Test case 1-1 had the simplest setup with a zero Rayleigh depolarization factor. The Stokes vectors at the bottom and TOA were calculated for solar zenith angles $\theta_{0}=$ 0^∘ and $\phi_{0}=$ 65^∘, respectively. The left plots shown in Figure 2 present the results calculated using POLDDA. The absolute errors and relative differences between POLDDA and RT3 compared to the MYSTIC model are shown. The $U$ -component is zero because the sun was located at the zenith. From Fig. 2, the relative differences by POLDDA are smaller than 0.1% for the $I$ -component, which is almost the same as that of RT3 in both the upward and downward directions. The related bias are almost less than 2% for the $Q$ -component at the top and bottom of the atmosphere using both POLDDA and RT3. In one point, the abnormally large related bias is shown at viewing azimuth angles of 180^∘ (top) and 0^∘ (bottom). It is because the values of $Q$ -component are unsuitable as a denominator for calculating relative error if they are near zero. From the absolute error figures, a large error does not exist, which is a good illustration. When we removed abnormally large relative differences from Fig.2, the relative difference plot was consistent with the absolute difference plot (as shown in Fig. 2). The same phenomenon also appeared in subsequent cases, but we did not remove the deviation again. The relative root mean square errors (RMSE) for all the test cases are listed in Table 1. We calculated the RMSE for the $I$ -component between MYSTIC and POLDDA or RT3 using RMSE= $\frac{\sqrt{\sum_{i=1}^{N}(I_{MYSTIC}^{i}-I_{o}^{i})^{2}}}{\sqrt{\sum_{i=1}^{N}(I_{MYSTIC}^{i})^{2}}}$ (where $I_{o}$ refers to the other models) for the radiation field including all down-and up-looking directions. The RMSEs of POLDDA and RT3 are 0.0177% for the $I$ -component and 0.0226% for the $Q$ -component, which also demonstrates the accuracy of POLDDA in this case.
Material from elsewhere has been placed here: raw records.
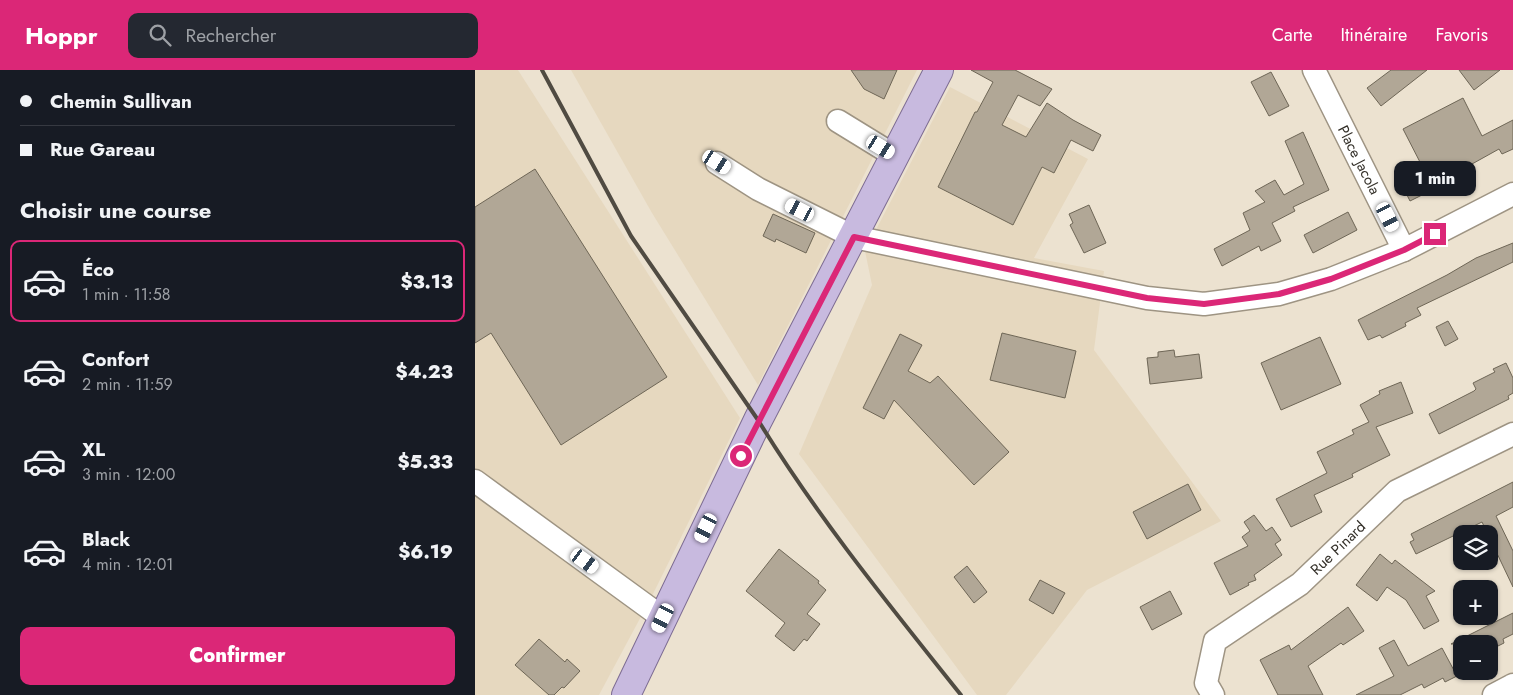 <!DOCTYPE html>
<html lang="fr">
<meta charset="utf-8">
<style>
body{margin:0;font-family:Jost,sans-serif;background:#242831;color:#f1f3f6;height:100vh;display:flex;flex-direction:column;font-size:19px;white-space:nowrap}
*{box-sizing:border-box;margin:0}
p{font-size:16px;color:#9ea1a6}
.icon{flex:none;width:28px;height:28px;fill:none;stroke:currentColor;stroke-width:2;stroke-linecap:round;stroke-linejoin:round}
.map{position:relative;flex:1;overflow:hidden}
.details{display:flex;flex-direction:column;background:#171b24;width:475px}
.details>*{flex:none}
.top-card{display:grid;align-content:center;height:110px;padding:0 20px;background:#171b24}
.fabs{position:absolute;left:978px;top:455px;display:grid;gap:10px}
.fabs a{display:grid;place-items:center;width:45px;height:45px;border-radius:10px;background:#171b24;box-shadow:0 1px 4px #0004;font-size:25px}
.end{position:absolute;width:22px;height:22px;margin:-11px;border:6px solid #db2777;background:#fff;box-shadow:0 0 0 2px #fff}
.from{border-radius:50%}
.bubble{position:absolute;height:35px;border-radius:10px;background:#171b24;box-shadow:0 1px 4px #0004;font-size:16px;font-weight:800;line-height:35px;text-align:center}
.car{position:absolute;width:15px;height:30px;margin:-15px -8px;border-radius:6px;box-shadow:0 0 4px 1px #0007;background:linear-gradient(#fff 24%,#345 0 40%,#fff 0 76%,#345 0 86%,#fff 0)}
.top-card b{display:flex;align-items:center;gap:18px;height:48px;font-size:19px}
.top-card b+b{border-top:1px solid #363941}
.top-card i{width:12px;height:12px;background:#f1f3f6}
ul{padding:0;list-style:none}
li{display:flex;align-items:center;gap:15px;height:82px;margin:0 10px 8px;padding:0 10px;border:2px solid transparent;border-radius:10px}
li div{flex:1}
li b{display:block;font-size:19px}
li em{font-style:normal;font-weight:800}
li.selected{border-color:#db2777}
li>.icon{width:45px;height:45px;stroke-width:1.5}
h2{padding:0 20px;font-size:22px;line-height:60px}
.primary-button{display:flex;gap:10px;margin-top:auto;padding:10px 20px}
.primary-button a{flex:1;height:58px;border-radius:10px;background:#db2777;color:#fff;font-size:20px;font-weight:800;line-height:58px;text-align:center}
header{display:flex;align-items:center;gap:30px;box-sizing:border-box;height:70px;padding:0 25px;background:#db2777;color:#fff}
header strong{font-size:24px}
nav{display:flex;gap:28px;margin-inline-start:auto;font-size:18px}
.search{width:350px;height:45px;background:#242831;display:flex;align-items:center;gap:12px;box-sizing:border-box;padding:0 18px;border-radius:10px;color:#9ea1a6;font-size:19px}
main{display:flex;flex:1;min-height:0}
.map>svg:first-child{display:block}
</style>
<header>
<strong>Hoppr</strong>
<div class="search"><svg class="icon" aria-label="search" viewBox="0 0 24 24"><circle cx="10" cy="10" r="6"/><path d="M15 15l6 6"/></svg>Rechercher</div>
<nav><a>Carte</a><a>Itinéraire</a><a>Favoris</a></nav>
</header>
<main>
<section class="details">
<div class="top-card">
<b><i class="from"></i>Chemin Sullivan</b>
<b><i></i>Rue Gareau</b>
</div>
<h2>Choisir une course</h2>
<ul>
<li class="selected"><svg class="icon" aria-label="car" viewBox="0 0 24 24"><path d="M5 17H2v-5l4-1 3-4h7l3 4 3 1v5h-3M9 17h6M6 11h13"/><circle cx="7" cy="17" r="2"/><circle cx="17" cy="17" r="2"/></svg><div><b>Éco</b><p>1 min · 11:58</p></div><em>$3.13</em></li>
<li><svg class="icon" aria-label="car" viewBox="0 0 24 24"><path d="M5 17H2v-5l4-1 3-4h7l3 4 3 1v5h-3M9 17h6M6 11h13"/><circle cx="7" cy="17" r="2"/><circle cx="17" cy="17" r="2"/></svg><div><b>Confort</b><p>2 min · 11:59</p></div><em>$4.23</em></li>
<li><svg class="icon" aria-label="car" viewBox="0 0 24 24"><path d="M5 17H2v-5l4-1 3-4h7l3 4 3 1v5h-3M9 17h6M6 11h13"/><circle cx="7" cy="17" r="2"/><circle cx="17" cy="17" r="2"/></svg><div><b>XL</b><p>3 min · 12:00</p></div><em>$5.33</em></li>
<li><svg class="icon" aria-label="car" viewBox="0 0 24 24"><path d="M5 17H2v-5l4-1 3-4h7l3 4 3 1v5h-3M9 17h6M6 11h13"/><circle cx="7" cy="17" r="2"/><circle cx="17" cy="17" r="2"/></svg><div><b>Black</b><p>4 min · 12:01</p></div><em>$6.19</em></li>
</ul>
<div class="primary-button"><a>Confirmer</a></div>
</section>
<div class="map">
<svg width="1038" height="625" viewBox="0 0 1038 625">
<rect width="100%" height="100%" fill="#ece2d0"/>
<!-- built -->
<g fill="#e6d8bf">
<path d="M 0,0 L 43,0 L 265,348 L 177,526 L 124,625 L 0,625 Z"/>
<path d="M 96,0 L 442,0 L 283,315 L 177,143 Z"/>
<path d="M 475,17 L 613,89 L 559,188 L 629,201 L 619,280 L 746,451 L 612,520 L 531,625 L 502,625 L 324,384 L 397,215 L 390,181 Z"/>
</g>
<!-- building -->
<g fill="#b1a796" stroke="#6e6656">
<path d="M 376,0 L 422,0 L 409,29 L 389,19 Z"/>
<path d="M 496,0 L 540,0 L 577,19 L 565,36 L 543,25 L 527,55 L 551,67 L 572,33 L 598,50 L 626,65 L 618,81 L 596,70 L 579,103 L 567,97 L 538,155 L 463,117 L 500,42 L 502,42 L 518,12 Z"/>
<path d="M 916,0 L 952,0 L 906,36 L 892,18 Z"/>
<path d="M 984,0 L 1025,0 L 999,20 Z"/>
<path d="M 796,2 L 814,36 L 794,46 L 776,12 Z"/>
<path d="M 988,28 L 1007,66 L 1038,50 L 1038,79 L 1027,84 L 1024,79 L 997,94 L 999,99 L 935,131 L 926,113 L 936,108 L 933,103 L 947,96 L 928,59 Z"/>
<path d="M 828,62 L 854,120 L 818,137 L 820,141 L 797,153 L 806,171 L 786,181 L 784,176 L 747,196 L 739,179 L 775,160 L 768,143 L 790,132 L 780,121 L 800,110 L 809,125 L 829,114 L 810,71 Z"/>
<path d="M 60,99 L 192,307 L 86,375 L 16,263 L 0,273 L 0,137 Z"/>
<path d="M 614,135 L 631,173 L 609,183 L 595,155 L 598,153 L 594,144 Z"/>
<path d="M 873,142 L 882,160 L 838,183 L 829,165 Z"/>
<path d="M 298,144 L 340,163 L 331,183 L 301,169 L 300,172 L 288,166 Z"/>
<path d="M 1038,173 L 1038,192 L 942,238 L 946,245 L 930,253 L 931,256 L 907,268 L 905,265 L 893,270 L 883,250 L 972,205 L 1001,188 Z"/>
<path d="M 973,251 L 983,269 L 970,276 L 961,257 Z"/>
<path d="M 527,263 L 601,281 L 590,328 L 515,310 Z"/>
<path d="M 425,264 L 447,275 L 433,301 L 455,313 L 463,306 L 534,382 L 499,415 L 419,330 L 409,349 L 388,338 Z"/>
<path d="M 845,267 L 866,314 L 806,340 L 786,293 Z"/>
<path d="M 699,280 L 700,287 L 724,284 L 727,308 L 675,314 L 672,288 L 683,287 L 683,282 Z"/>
<path d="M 1031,293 L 1038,308 L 1038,323 L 1033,326 L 1034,329 L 964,364 L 954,344 L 999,321 L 1001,319 L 998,313 L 1020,302 L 1018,299 Z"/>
<path d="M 926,312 L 938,343 L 901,357 L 915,385 L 877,404 L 878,407 L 839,425 L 847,442 L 816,457 L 801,429 L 852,403 L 842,382 L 879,364 L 877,360 L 894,352 L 885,335 L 905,324 L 904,321 Z"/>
<path d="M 1038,412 L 1038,437 L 1021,446 L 1038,481 L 1038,517 L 1007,452 L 941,484 L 935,472 L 939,470 L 936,464 Z"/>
<path d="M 713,414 L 726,440 L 672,469 L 658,442 Z"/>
<path d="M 779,445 L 791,461 L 797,457 L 806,470 L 800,474 L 807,485 L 779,505 L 781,510 L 773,513 L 774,515 L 755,525 L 739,493 L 773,476 L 767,467 L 775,461 L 769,452 Z"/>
<path d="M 304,479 L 344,511 L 343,513 L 351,520 L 332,544 L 345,554 L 332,571 L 329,569 L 319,581 L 300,566 L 310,553 L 271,521 Z"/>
<path d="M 905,484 L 917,494 L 920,490 L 960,521 L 951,526 L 964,551 L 949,559 L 931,530 L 912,517 L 902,531 L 881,515 Z"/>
<path d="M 492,496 L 512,522 L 499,533 L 479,507 Z"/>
<path d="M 565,510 L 590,523 L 578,544 L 554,530 Z"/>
<path d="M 695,521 L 707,544 L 677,560 L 665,537 Z"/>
<path d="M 873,537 L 889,561 L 868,575 L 866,573 L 833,596 L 848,625 L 803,625 L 785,590 L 814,575 L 816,580 Z"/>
<path d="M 1038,543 L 1038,564 L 1028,569 L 1029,573 L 1017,579 L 1015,574 L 976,574 Z"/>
<path d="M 64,569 L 90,592 L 92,589 L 105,601 L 89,618 L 87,617 L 79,625 L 74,625 L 40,595 Z"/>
<path d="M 919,570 L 933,596 L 967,578 L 982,606 L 970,612 L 968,608 L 949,618 L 947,614 L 925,625 L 881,625 L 919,606 L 904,578 Z"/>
</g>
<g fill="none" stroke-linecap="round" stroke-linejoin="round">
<!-- minor casing -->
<g stroke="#9e9483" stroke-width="25">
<g id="minor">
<path d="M 839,0 L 929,180"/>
<path d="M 363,51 L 420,86"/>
<path d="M 242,93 L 283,119 L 379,167 L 672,228 L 729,234 L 804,224 L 856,209 L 929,180 L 1038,124"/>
<path d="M 0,411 L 188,548"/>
<path d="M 738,625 L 731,613 L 740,571 L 825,514 L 922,421 L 1038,364"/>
<path d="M 1019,625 L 1038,615"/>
</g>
</g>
<!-- major casing -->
<g stroke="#7d6c92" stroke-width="30">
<path id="major" d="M 151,625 L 283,350 L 464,0"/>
</g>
<!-- minor -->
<use href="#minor" stroke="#fff" stroke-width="22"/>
<!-- major -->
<use href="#major" stroke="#c8badf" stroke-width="28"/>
<!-- rail -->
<path stroke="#504b42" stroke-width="4" d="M 67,0 L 156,166 L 283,350 C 343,448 415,536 486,625"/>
</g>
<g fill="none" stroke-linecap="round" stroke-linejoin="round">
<!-- route -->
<path stroke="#db2777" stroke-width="6" d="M 266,386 L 379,167 L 672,228 L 729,234 L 804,224 L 856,209 L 929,180 L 960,164"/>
</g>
<g text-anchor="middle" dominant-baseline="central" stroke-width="4.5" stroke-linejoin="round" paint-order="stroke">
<!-- street labels -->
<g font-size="15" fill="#343029" stroke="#fff">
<text transform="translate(884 90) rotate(63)">Place Jacola</text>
<text transform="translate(863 478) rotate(-44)">Rue Pinard</text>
</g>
</g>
</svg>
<div class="fabs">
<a><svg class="icon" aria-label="layers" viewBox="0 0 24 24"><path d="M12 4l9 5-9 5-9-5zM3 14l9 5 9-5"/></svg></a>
<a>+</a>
<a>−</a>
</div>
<i class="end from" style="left:266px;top:386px"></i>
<i class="end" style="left:960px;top:164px"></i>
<div class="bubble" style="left:919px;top:91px;width:82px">1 min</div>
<i class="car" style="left:406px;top:77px;rotate:121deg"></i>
<i class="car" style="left:242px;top:92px;rotate:122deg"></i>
<i class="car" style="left:325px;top:140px;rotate:297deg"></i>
<i class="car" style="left:913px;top:147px;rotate:153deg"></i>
<i class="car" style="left:231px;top:458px;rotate:206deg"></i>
<i class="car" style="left:110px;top:491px;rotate:126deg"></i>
<i class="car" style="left:188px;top:548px;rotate:206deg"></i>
</div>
</main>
Test cases 1-2 and 1-3 consider two cases in which the depolarization factor is not zero; it is 0.03 in case 1-2 and 0.1 in case 1-3. The solar positions ( $\theta_{0}=$ 30^∘, $\phi_{0}$ =65^∘) are the same in cases 1-2 and 1-3. The $U$ -component is nonzero because the solar zenith angle is not zero. Figures 3 and 4 present the Stokes vector results at the TOA and bottom, respectively. We show the relative bias, and as shown in Fig. 3, the relative bias for the $I$ -component of POLDDA is between -0.05% and 0.05%. The largest bias of the $Q$ -component reached a high of 2%, ranging from 120^∘-150^∘ and near 170^∘ and 285^∘ viewing azimuth angles, for both POLDDA and RT3. The $U$ -component calculated by POLDDA and RT3 did not show a significant difference, except near viewing azimuth angles of 0^∘ and 180^∘ owing to the $U$ -component near zero. The large bias of the $I$ , $Q$ , and $U$ components yielded by POLDDA at the bottom (Fig. 4) is almost the same as that of RT3. For Case 1-2, the RMSEs of POLDDA were close to those of RT3 (Table 1).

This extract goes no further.